Seguramente la vida y costumbres después de esta vil pandemia, no serán las mismas. Es tiempo de promover el diálogo sin confrontar, con respeto mutuo, crear puentes y consensos. Nada puede quedar librado al azar. Es indispensable evitar las batallas secundarias, que implican alentar la grieta que sigue ensalzada entre nosotros.

La Argentina, en su conjunto social debería poder enfrentar las adversidades presentes, que se comparan a las de una guerra, debe poner en práctica las virtudes de la prudencia, la humildad, la fortaleza y la sinceridad entre todos los actores de la Nación. El norte debe ser siempre el interés del país y la dignidad del pueblo. Deberían desarrollar un amplio programa de seguridad social, combatir la inflación y el aumento desmedido de los precios. Mejorar de modo efectivo las condiciones de vida de todos, fomentar las industrias y estimular la inversión extranjera y el capital privado, en cuanto constituye un elemento activo de la producción y contribuye al bien común.

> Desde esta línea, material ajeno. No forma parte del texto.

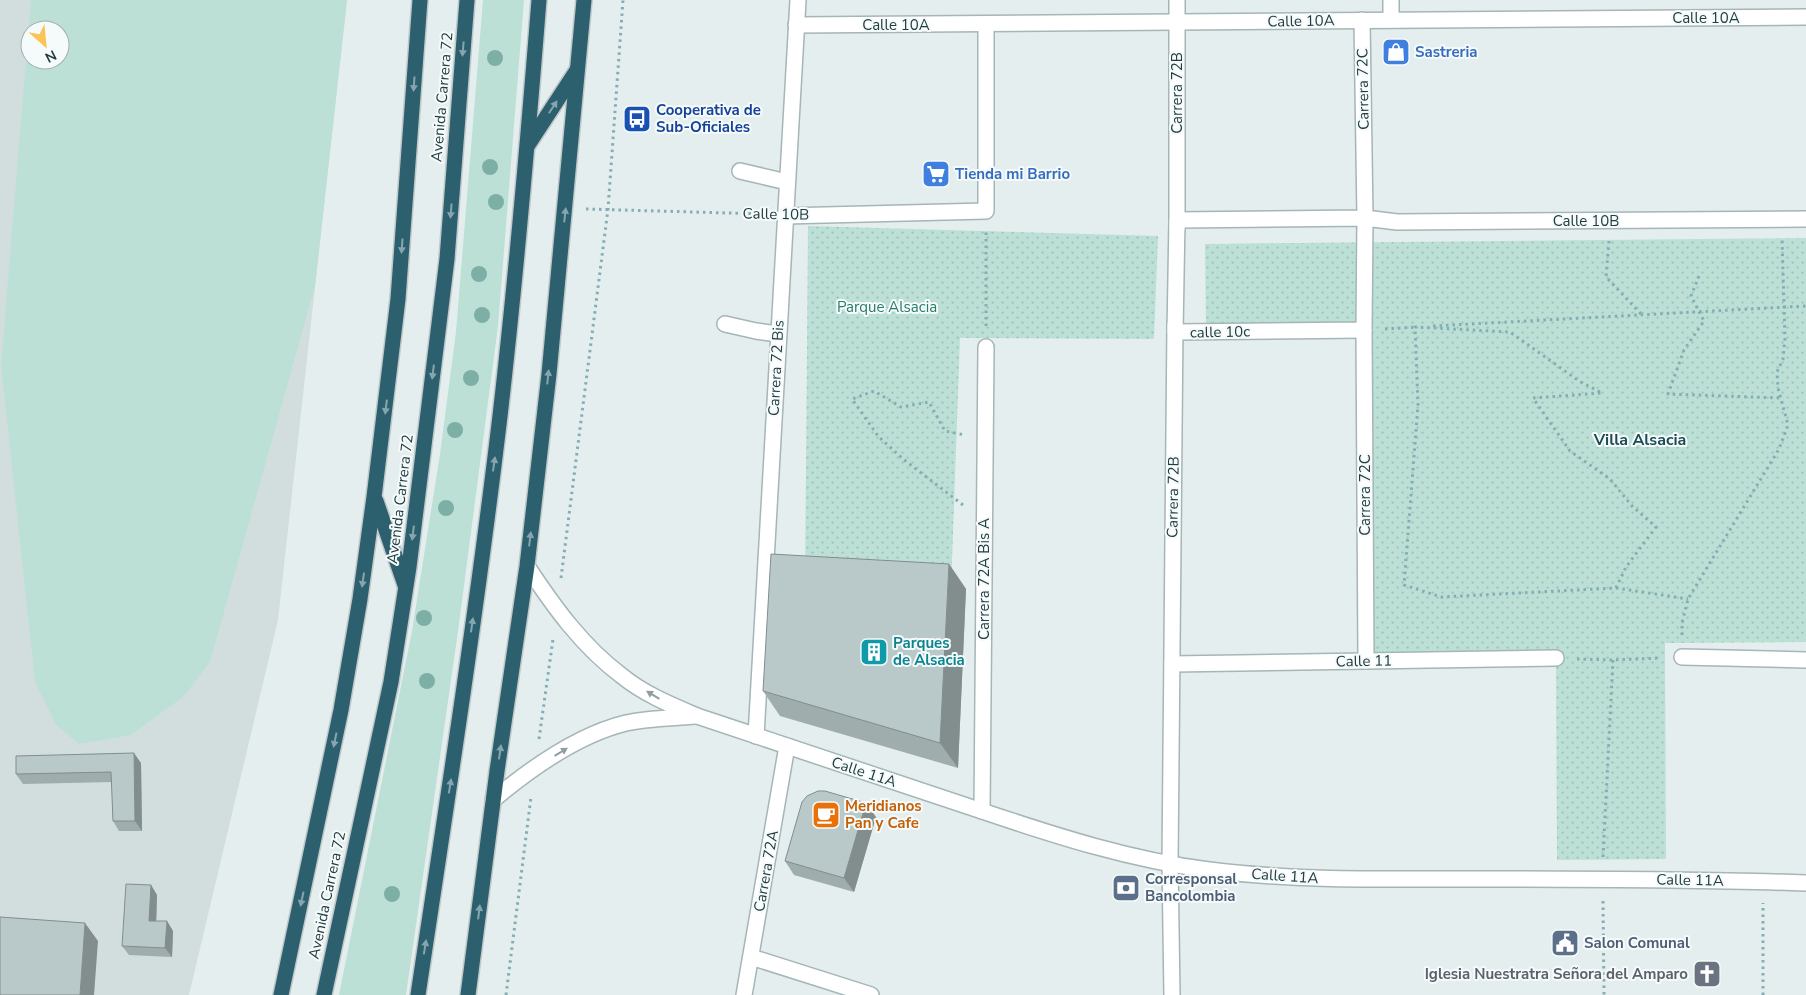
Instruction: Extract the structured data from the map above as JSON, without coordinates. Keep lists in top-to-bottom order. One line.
{"streets":{"highway":["Avenida Carrera 72"],"street":["Calle 10A","Carrera 72C","Carrera 72B","Calle 10B","calle 10c","Carrera 72 Bis","Carrera 72A Bis A","Calle 11","Calle 11A","Carrera 72A"]},"crossings":[["Calle 10A","Carrera 72C"],["Calle 10A","Carrera 72B"],["Calle 10A","Carrera 72 Bis"],["Carrera 72C","Calle 10B"],["Carrera 72C","calle 10c"],["Carrera 72C","Calle 11"],["Carrera 72B","calle 10c"],["Carrera 72B","Calle 11"],["Carrera 72B","Calle 11A"],["Calle 10B","Carrera 72 Bis"],["Carrera 72 Bis","Calle 11A"],["Carrera 72A Bis A","Calle 11A"],["Calle 11A","Carrera 72A"]],"districts":["Villa Alsacia"],"parks":["Parque Alsacia"],"places":{"shop":["Sastreria"],"bus stop":["Cooperativa de Sub-Oficiales"],"supermarket":["Tienda mi Barrio"],"building":["Parques de Alsacia"],"cafe":["Meridianos Pan y Cafe"],"bank":["Corresponsal Bancolombia"],"public building":["Salon Comunal"],"church":["Iglesia Nuestratra Señora del Amparo"]},"north":"bottom right"}
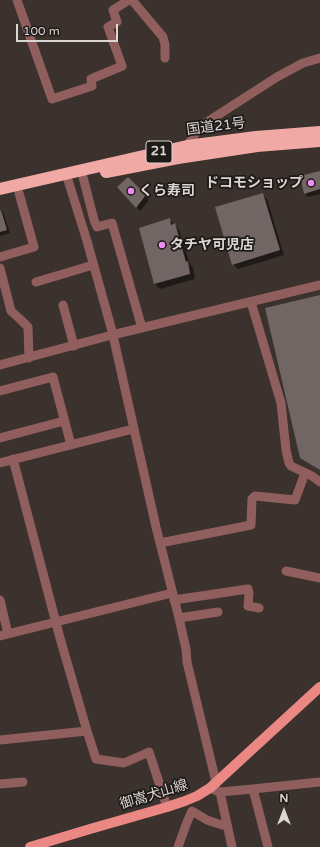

La premisa es que nadie se salva solo, que necesitamos una comunidad organizada para erradicar el egoísmo, alcanzar el equilibrio y evitar la desigualdad social, que se potencia con los efectos de la pandemia. De esta forma podríamos salir del abismo donde nos encontramos, y alcanzaríamos entre todos, el objetivo final; es el bien común de poner nuevamente a la Argentina de pie.